W. Earl Britt, Senior U.S. District Judge

This matter is before the court on defendant Town of Lillington's (the "Town") motion to dismiss for lack of subject matter jurisdiction and failure to state a claim pursuant to Federal Rules of Civil Procedure 12(b)(1) and 12(b)(6). (DE # 13.) Plaintiff filed a response in opposition to the Town's motion. (DE # 20.) The Town did not file a reply. This matter is ripe for disposition.

Plaintiff is a corporation that owns and operates a hemodialysis facility in Lillington, North Carolina. (DE # 1, at 2.) On 4 May 2017, plaintiff filed the instant action against the Town, No. 1 Chinese Restaurant (the "Restaurant"), and Restoration & Reconstruction, Inc. ("ServPro"). Plaintiff's claims arise from a series of events that began when a sewer line connected to its Lillington facility became clogged in June 2014 due to the "Restaurant's continued dumping of grease and kitchen waste in its kitchen drains." (Id. at 3.) According to plaintiff, the Town attempted to clear the sewer line by applying high pressure water. (Id. ) The application of the high pressure water caused raw sewage and *559kitchen grease to overflow into plaintiff's facility. (Id. ) In response, plaintiff hired ServPro to remedy the flood damage. (Id. ) Plaintiff alleges the facility suffered extensive damage, for which plaintiff has paid over $250,000 to remediate. (Id. at 3-4.)

With respect to the Town, plaintiff alleges claims of (1) negligence, (2) a denial of due process in violation of 42 U.S.C. § 1983, (3) a denial of just compensation for an unlawful taking in violation of 42 U.S.C. § 1983, (4) inverse condemnation, and (5) violations of the North Carolina Constitution under Corum v. University of North Carolina, 330 N.C. 761, 413 S.E.2d 276 (1992).1 (Id. at 4-10.) The Town's motion seeks dismissal on the grounds that plaintiff's inverse condemnation and Corum claims fail to state a claim under Rule 12(b)(6) and that plaintiff's § 1983 claims are barred under Rule 12(b)(1) because they are unripe.

The court begins with the Town's Rule 12(b)(6) motion to dismiss plaintiff's inverse condemnation claim for failure to comply with the two-year statute of limitations contained in N.C. Gen. Stat. § 40A-51. Dismissal under Rule 12(b)(6) is appropriate "only when the complaint lacks a cognizable legal theory or sufficient facts to support a cognizable legal theory." Darling v. Falls, 236 F.Supp.3d 914, 920 (M.D.N.C. 2017).

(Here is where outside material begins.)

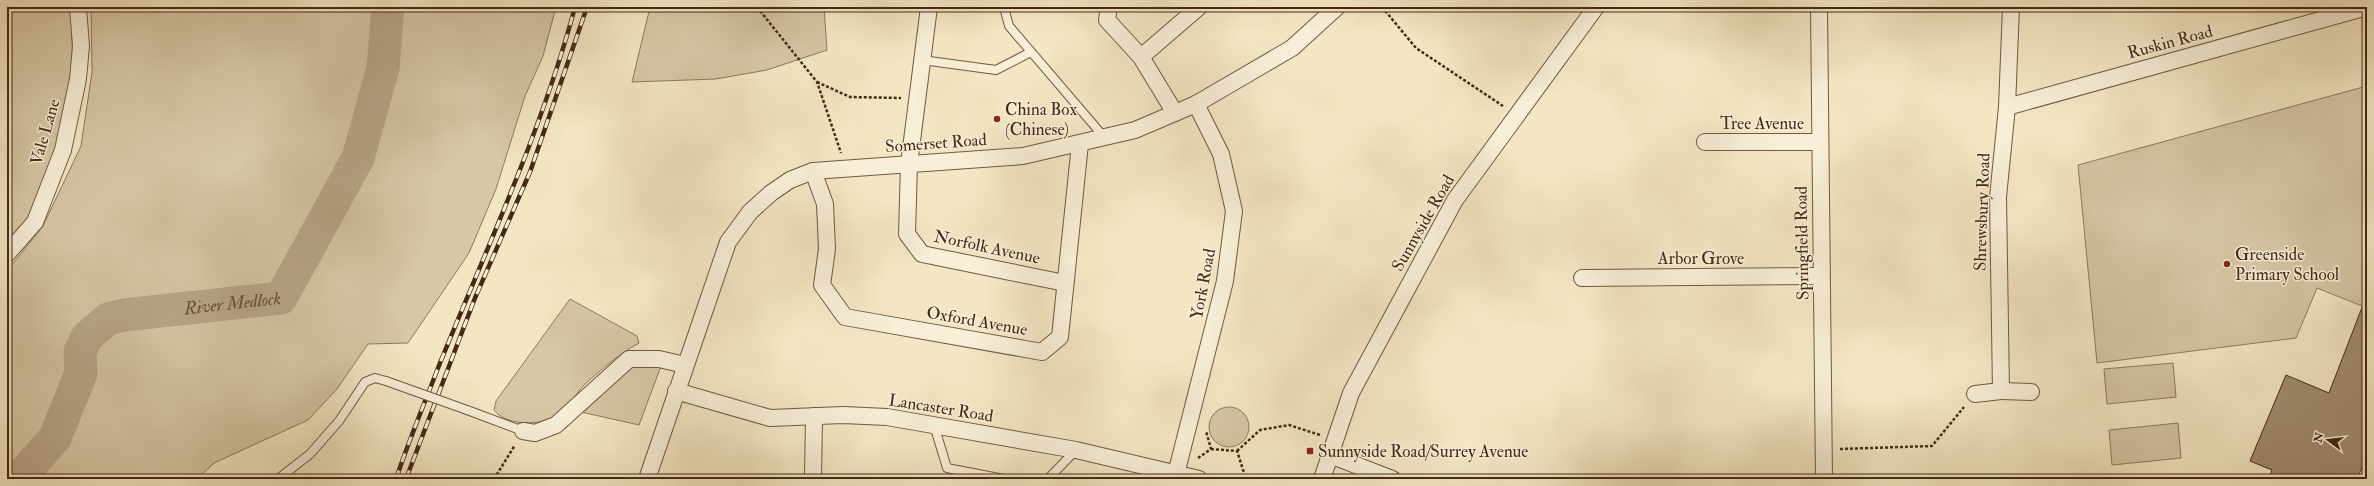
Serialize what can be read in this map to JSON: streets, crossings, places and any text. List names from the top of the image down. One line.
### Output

A statute of limitations affirmative defense may be properly raised under Rule 12(b)(6) if "the time bar is apparent on the face of the complaint." Dean v. Pilgrim's Pride Corp., 395 F.3d 471, 474 (4th Cir. 2005) (citation omitted).

Section 40A-51 is North Carolina's statutory remedy for inverse condemnation. It allows the owner of property taken by an act or omission of a local government authority to initiate an action for compensation where the property was taken without the filing of a complaint containing a declaration of taking. N.C. Gen. Stat. § 40A-51(a). The action must be filed in North Carolina superior court and within two years of the taking (or the completion of the project involving the taking, whichever is later). Id.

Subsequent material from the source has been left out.